Case Name: Kinney vs. Showdy
Court: New York Supreme Court
Jurisdiction: New York
Decision Date: 1841-07
Citations: 1 Hill & Den. 544
Docket Number: 
Parties: Kinney vs. Showdy.
Judges: 
Reporter: Hill's Reports
Volume: 1
Pages: 544–544

Head Matter:
Kinney vs. Showdy.
An officer selling property at public vendue, is not bound to receive the bid of an infant: and therefore, on a sale under a tax warrant by a school district collector, where an infant bid a certain sum for the property, and the officer, without regarding his bid, struck it off to another for less; held, that he was not liable to an action for the difference between the bids.
On error from the Onondaga C. P. Action on the case by Kinney, before a justice, against Showdy, a school district collector, for selling the plaintiff’s cow on a tax warrant for $16,12!, when $25 was bid for the cow. The $25 was bid by the plaintiff’s son, who was an infant under twenty-one years of age, and the officer refused to receive the bid, and struck off the property to the next highest bidder. The justice refused to nonsuit the plaintiff, and the jury found a verdict in his favor for 8,87!, the difference between the two bids. The C. P. reversed the judgment, on the ground that there should have been a nonsuit. Kinney, therefore, brought this writ of error.

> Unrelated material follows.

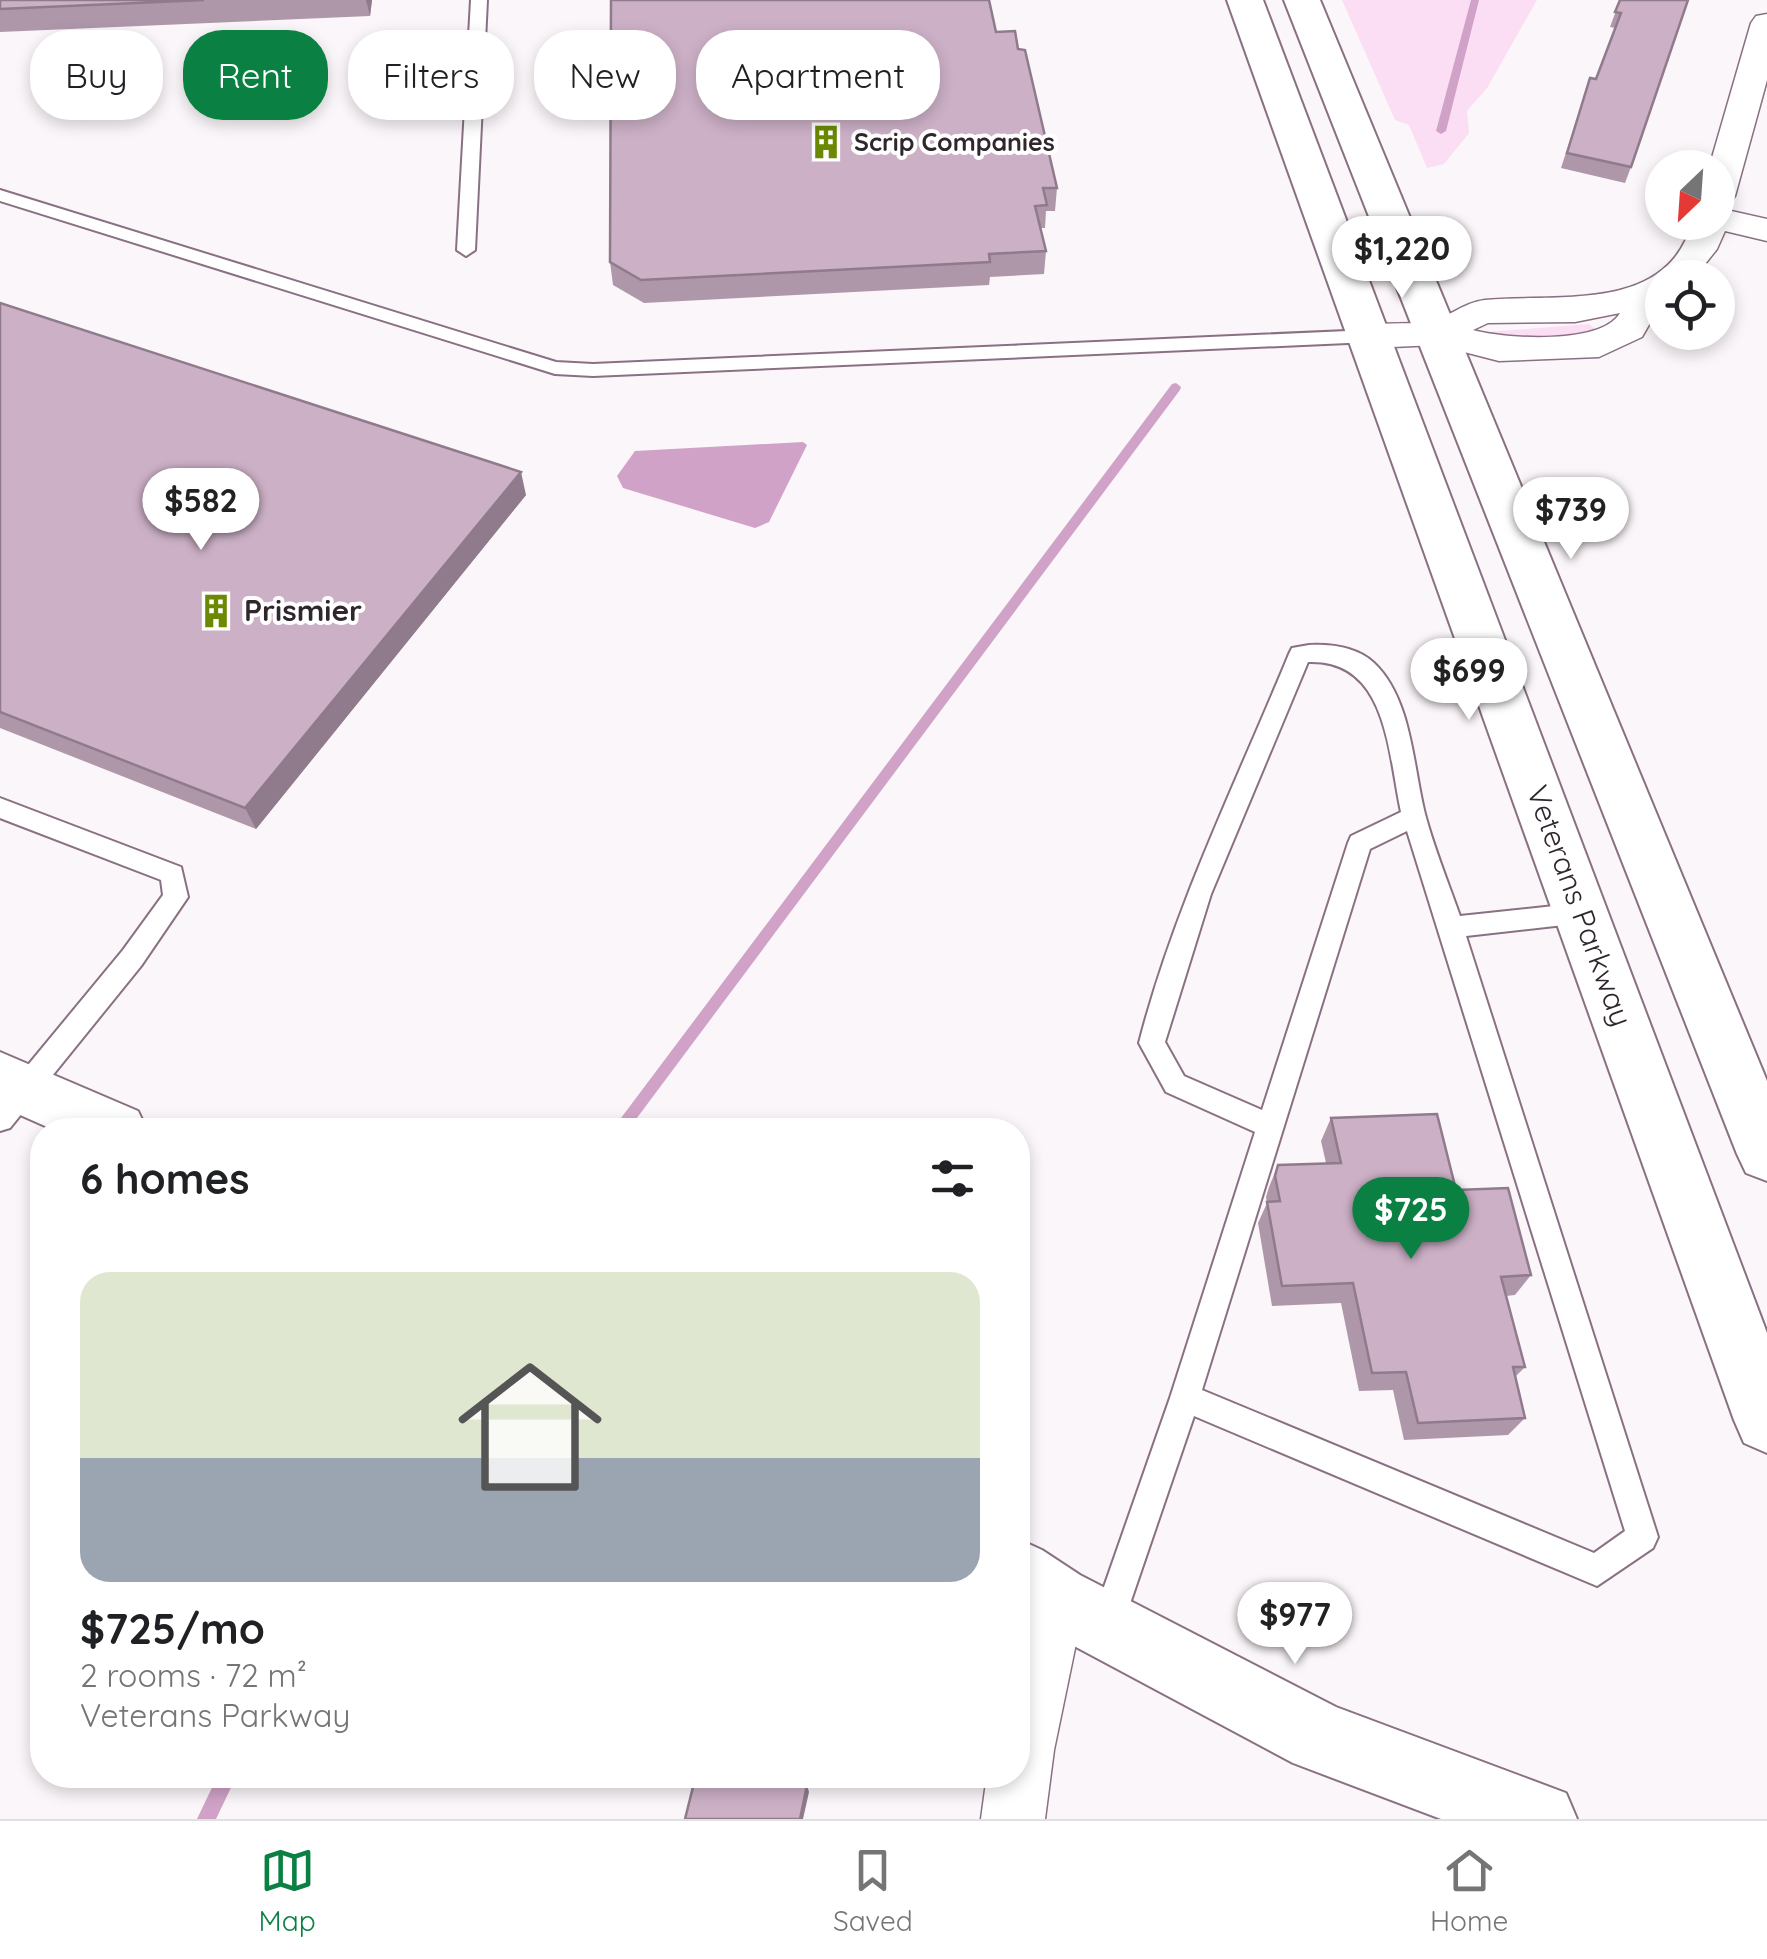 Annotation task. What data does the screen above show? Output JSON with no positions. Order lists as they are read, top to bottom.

J. R. Lawrence, for plaintiff in error.
H. Worden, for defendant in error.

Opinion:
By the Court, Bronson, J.
The infant was not capable of making a binding contract for the purchase of the cow, and I think the officer was not obliged to receive his bid. True, the property might be put up again and re-sold if the infant refused to accept and pay for it; but the officer was not bound to strike off the property on an offer which, if accepted, would not make a valid contract. The court of C. P. was right in reversing the judgment.